Non résolue, la question est fondamentale pour la société française, et pour la gauche en particulier. Comment faciliter la cohabitation de populations d’origines de plus en plus variées et attachées à la revendication de leur histoire et qui supportent de moins en moins des discriminations persistantes ? Le chemin à construire doit éviter deux écueils : d’un côté, l’invocation rituelle, sans avancée concrète, des idéaux égalitaires républicains, de l’autre la division communautaire, ferment de conflits.
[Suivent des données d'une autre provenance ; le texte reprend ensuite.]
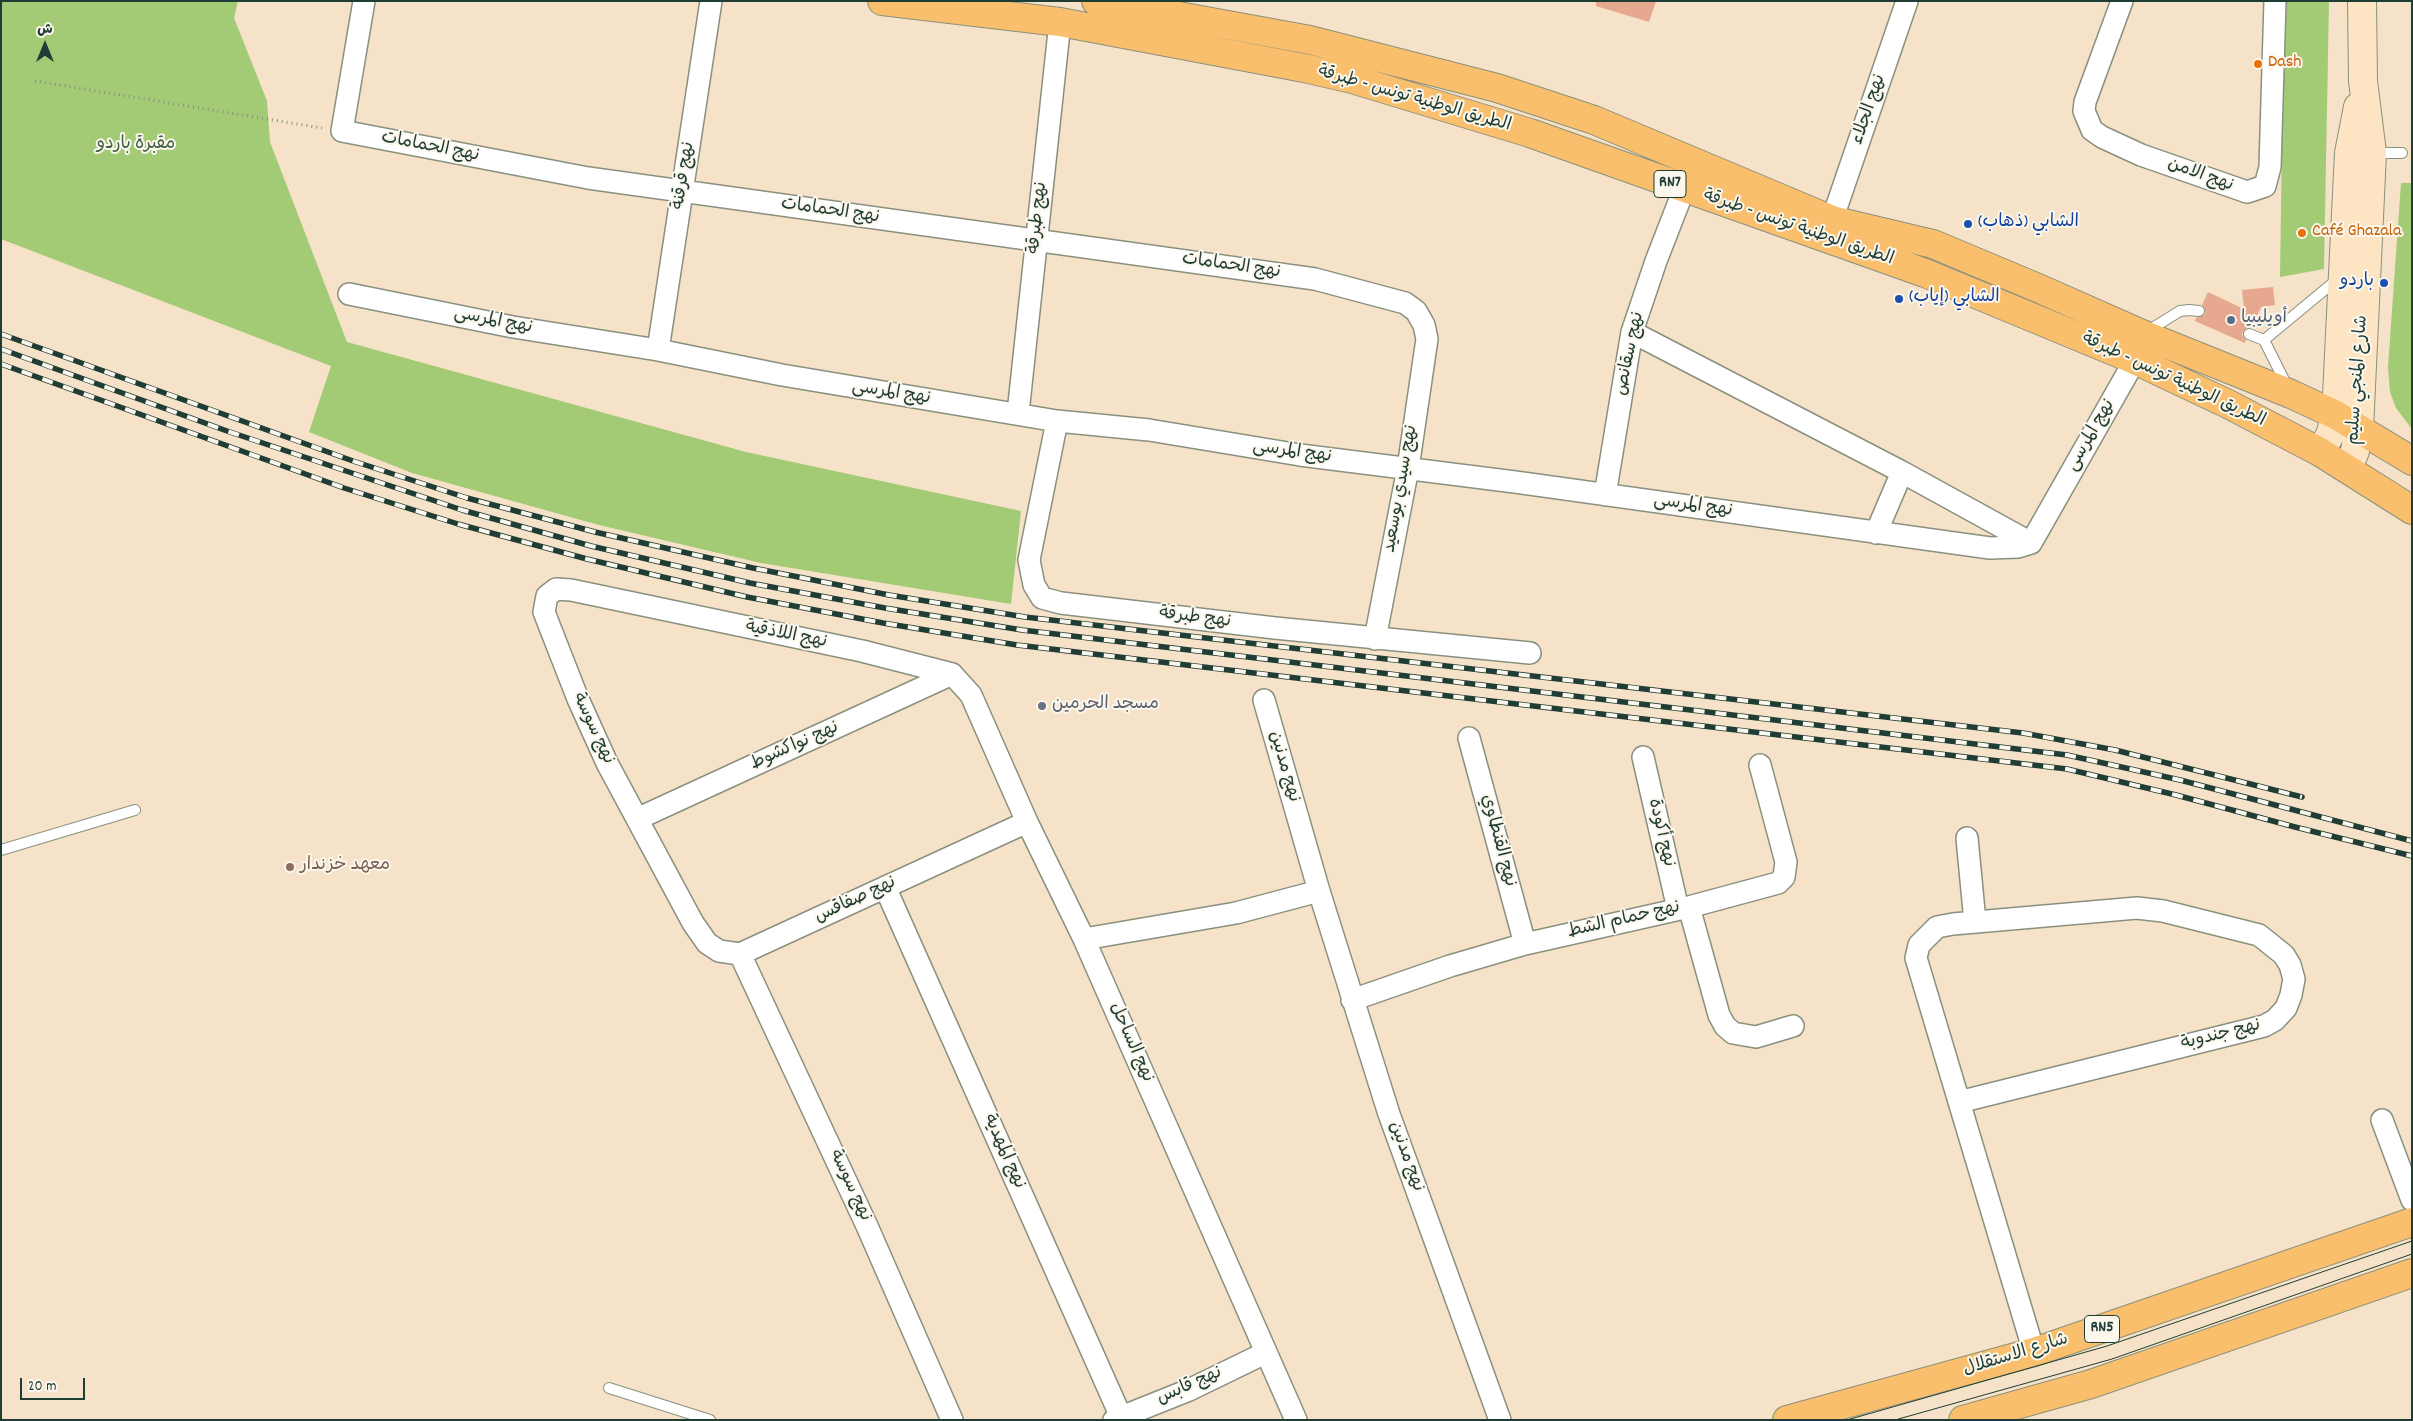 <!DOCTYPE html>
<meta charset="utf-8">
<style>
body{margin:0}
#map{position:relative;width:2413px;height:1421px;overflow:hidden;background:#f5e2c8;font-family:Dekko,"Playpen Sans Arabic",sans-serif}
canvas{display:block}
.frame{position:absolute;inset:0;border:2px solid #1f3d34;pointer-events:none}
.north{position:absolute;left:20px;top:20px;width:50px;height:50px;-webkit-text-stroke:4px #fbf7ec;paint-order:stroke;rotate:0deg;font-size:14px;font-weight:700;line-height:20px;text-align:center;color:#1f3d34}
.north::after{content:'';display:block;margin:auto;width:18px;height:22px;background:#1f3d34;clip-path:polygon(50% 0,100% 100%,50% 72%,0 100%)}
.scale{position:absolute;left:20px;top:1378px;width:65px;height:22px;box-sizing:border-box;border:2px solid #1f3d34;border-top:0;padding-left:6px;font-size:15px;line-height:18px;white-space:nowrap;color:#1f3d34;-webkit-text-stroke:4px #fbf7ec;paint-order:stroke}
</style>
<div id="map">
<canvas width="2413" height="1421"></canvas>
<div class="frame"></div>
<div class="north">ش</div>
<div class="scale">20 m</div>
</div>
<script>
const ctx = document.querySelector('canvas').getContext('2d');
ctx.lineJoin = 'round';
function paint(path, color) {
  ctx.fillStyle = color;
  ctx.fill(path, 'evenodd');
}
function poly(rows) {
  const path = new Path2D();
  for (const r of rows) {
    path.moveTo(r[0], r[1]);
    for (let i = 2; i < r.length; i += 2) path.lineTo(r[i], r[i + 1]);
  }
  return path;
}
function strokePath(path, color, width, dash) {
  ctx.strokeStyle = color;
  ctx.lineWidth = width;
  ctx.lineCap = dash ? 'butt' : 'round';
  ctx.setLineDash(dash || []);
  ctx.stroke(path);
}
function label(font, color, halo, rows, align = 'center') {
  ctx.font = font + ' Dekko,"Playpen Sans Arabic",sans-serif';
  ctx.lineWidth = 4;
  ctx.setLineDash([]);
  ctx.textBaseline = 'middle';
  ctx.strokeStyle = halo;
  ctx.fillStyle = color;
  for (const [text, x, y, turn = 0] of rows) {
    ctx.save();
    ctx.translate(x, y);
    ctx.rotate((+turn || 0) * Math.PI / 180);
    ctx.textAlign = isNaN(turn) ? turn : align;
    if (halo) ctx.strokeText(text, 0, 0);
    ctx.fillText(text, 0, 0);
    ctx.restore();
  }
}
paint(poly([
 [1,1,238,1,234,18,267,101,270,142,347,342,746,452,1021,511,1011,604,761,563,599,525,412,473,309,432,331,366,1,239],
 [2284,1,2329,1,2324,269,2280,277],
 [2401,183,2412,183,2412,429,2396,408,2390,392,2388,367]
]), '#a3ca75');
paint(poly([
 [1596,1,1656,1,1649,22,1596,6],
 [2273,287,2275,305,2261,307,2252,328,2248,327,2243,331,2242,335,2246,340,2245,343,2195,321,2196,318,2205,315,2205,309,2202,305,2208,292,2244,309,2242,290]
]), '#e6a88e');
const lane = poly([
 [2373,153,2402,153],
 [2146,332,2180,311,2189,310,2199,311],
 [2249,334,2264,340,2339,278],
 [2264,340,2288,388],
 [1,850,135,810],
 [609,1388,710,1420]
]);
const street = poly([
 [364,1,342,131,588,178,1315,279,1405,303,1416,311,1424,325,1427,339,1408,468,1375,639],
 [2122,1,2085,102,2084,111,2092,130,2102,137,2141,155,2247,192,2265,186,2270,167,2275,1],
 [1832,220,1907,1],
 [349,294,513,327,658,350,782,375,1057,421,1149,430,1300,455,1515,482,1990,548,2018,547,2031,543,2135,360],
 [1632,332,1902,472,2031,543],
 [658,350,711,1],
 [1018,413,1060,22],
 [1057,421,1029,560,1034,585,1042,598,1061,603,1275,628,1530,653],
 [1605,495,1632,332,1656,261,1684,189],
 [1876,533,1902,472],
 [952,674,862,651,571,590,556,589,547,596,544,612,578,699,607,763,693,923,707,943,719,951,740,954,1027,822],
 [952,674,971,695,1027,822,1084,939,1296,1420],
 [1264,700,1319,891,1389,1114,1500,1420],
 [1469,738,1525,944],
 [1643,757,1678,909],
 [637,819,952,674],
 [1967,838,1975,922],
 [885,887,1121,1417],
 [1689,907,1719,1015,1725,1026,1733,1033,1756,1037,1793,1026],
 [1084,939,1236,913,1319,891],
 [740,954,867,1226,952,1420],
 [1352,1000,1450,966,1525,944,1689,907,1778,883,1784,877,1786,862,1760,765],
 [1959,1102,2264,1026,2275,1020,2286,1008,2291,995,2294,979,2290,965,2284,955,2259,935,2163,911,2137,908,1953,924,1937,927,1919,945,1916,958,2034,1352],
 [2382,1120,2412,1200],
 [1114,1420,1189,1390,1265,1353]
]);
const secondary = poly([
 [2320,452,2330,435,2336,415,2349,153,2358,107],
 [2348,469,2355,451,2359,429,2372,153,2363,81,2362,1]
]);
const primary = poly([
 [882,1,1060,22,1304,68,1352,79,1530,133,1925,273,2135,360,2228,404,2320,452,2412,510],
 [1096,1,1310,40,1497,88,1594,120,1832,220,1933,244,2038,288,2142,334,2291,394,2336,415,2412,461],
 [1787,1420,2034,1352,2412,1222],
 [1963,1420,2091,1384,2412,1273]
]);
strokePath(lane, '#8a907e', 12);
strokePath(street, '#8a907e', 24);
strokePath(secondary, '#8a907e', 30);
strokePath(primary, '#8a907e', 30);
strokePath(poly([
 [35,81,322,128]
]), '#8a907e', 3, [1, 4]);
strokePath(lane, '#fff', 10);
strokePath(street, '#fff', 21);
strokePath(secondary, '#fde5c4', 28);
strokePath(primary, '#f9bf6c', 28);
strokePath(poly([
 [1847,1420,2107,1346,2412,1241],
 [1895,1420,2112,1359,2412,1254]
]), '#1f3d34', 1);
const rail = poly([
 [1,334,353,461,467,498,595,532,753,568,889,595,1025,617,2023,733,2115,750,2302,797],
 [1,349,227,431,462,510,591,546,750,583,885,608,1022,630,2067,755,2180,780,2412,841],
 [1,364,344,488,458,524,587,559,747,597,883,623,1017,645,2067,769,2176,795,2295,827,2412,856]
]);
strokePath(rail, '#1f3d34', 5.5);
strokePath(rail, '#fbf7ec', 4, [11]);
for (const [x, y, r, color] of [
 [2258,64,5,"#e8710a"],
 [1968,224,5,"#1a4fb4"],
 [2302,233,5,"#e8710a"],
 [2384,283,5,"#1a4fb4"],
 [1899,299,5,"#1a4fb4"],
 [2231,320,5,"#5c6f8a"],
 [1042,706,5,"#6b7280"],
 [290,867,5,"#8d6e63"]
]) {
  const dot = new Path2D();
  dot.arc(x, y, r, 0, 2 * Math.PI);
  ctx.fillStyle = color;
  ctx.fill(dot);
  strokePath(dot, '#fbf7ec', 2);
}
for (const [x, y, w] of [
 [1670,184,32],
 [2102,1329,35]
]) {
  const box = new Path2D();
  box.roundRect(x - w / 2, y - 13.5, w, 27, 4);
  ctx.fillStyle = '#fbf7ec';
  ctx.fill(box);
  strokePath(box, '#1f3d34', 1);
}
label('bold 16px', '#1f3d34', null, [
 ["RN7",1670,184],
 ["RN5",2102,1329]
]);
label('18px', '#c56008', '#fbf7ec', [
 ["Dash",2268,64],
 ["Café Ghazala",2312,233]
], 'left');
label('18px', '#1f3d34', '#fbf7ec', [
 ["الطريق الوطنية تونس - طبرقة",1414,100,16],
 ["نهج الجلاء",1870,110,-71],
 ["نهج الحمامات",430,148,11],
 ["نهج قرقنة",685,176,-81],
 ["نهج الامن",2200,176,20],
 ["نهج الحمامات",830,212,8],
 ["نهج طبرقة",1039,218,-84],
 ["الطريق الوطنية تونس - طبرقة",1798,229,19],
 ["نهج الحمامات",1231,267,8],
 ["نهج المرسى",493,322,11],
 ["نهج سقانص",1631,354,-78],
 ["شارع المنجي سليم",2359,380,-86],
 ["الطريق الوطنية تونس - طبرقة",2173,381,25],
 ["نهج المرسى",891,394,9],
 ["نهج المرسى",2092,436,-60],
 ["نهج المرسى",1292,453,8],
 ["نهج سيدي بوسعيد",1402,489,-80],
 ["نهج المرسى",1693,507,8],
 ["نهج طبرقة",1195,619,7],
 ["نهج اللاذقية",786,636,11],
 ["نهج سوسة",592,729,65],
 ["نهج نواكشوط",795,747,-24],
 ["نهج مدنين",1283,767,74],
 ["نهج أكودة",1660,833,77],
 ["نهج القنطاوي",1497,841,75],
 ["نهج صفاقس",856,901,-25],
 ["نهج حمام الشط",1624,921,-13],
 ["نهج جندوبة",2221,1036,-14],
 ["نهج الساحل",1130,1043,66],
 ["نهج المهدية",1003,1152,66],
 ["نهج مدنين",1405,1157,70],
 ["نهج سوسة",849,1186,65],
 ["شارع الاستقلال",2016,1356,-17],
 ["نهج قابس",1190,1387,-24]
]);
label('18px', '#406044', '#fbf7ec', [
 ["مقبرة باردو",136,146]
]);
label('18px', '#164399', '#fbf7ec', [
 ["الشابي (ذهاب)",1978,224],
 ["باردو",2374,283,"right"],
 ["الشابي (إياب)",1909,299]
], 'left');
label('18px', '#4e5e75', '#fbf7ec', [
 ["أويليبيا",2241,320]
], 'left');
label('18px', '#5b616d', '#fbf7ec', [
 ["مسجد الحرمين",1052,706]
], 'left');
label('18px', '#785e54', '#fbf7ec', [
 ["معهد خزندار",300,867]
], 'left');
</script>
La question est tout sauf nouvelle. Dans les années 1980-2000, un semblant de consensus politique avait été trouvé autour de l’idée d’« intégration », à mi-chemin entre une « assimilation » oublieuse des origines et un enfermement dans des « communautés » hermétiques. Cette perspective s’est trouvée prise en étau. D’un côté, la droite et l’extrême droite arc-boutées sur le mythe d’une identité nationale immuable, trouvent « l’intégration » bien trop généreuse, car elle reconnaît à la fois l’égalité et l’attachement aux origines. Dans un contexte exacerbé par la montée des revendications identitaires et aussi par le souvenir des multiples attentats terroristes, on veut, de Bruno Retailleau à Marine Le Pen, ne laisser le choix qu’entre assimilation et exclusion de la communauté nationale. Un diptyque ségrégatif, irréaliste et appauvrissant.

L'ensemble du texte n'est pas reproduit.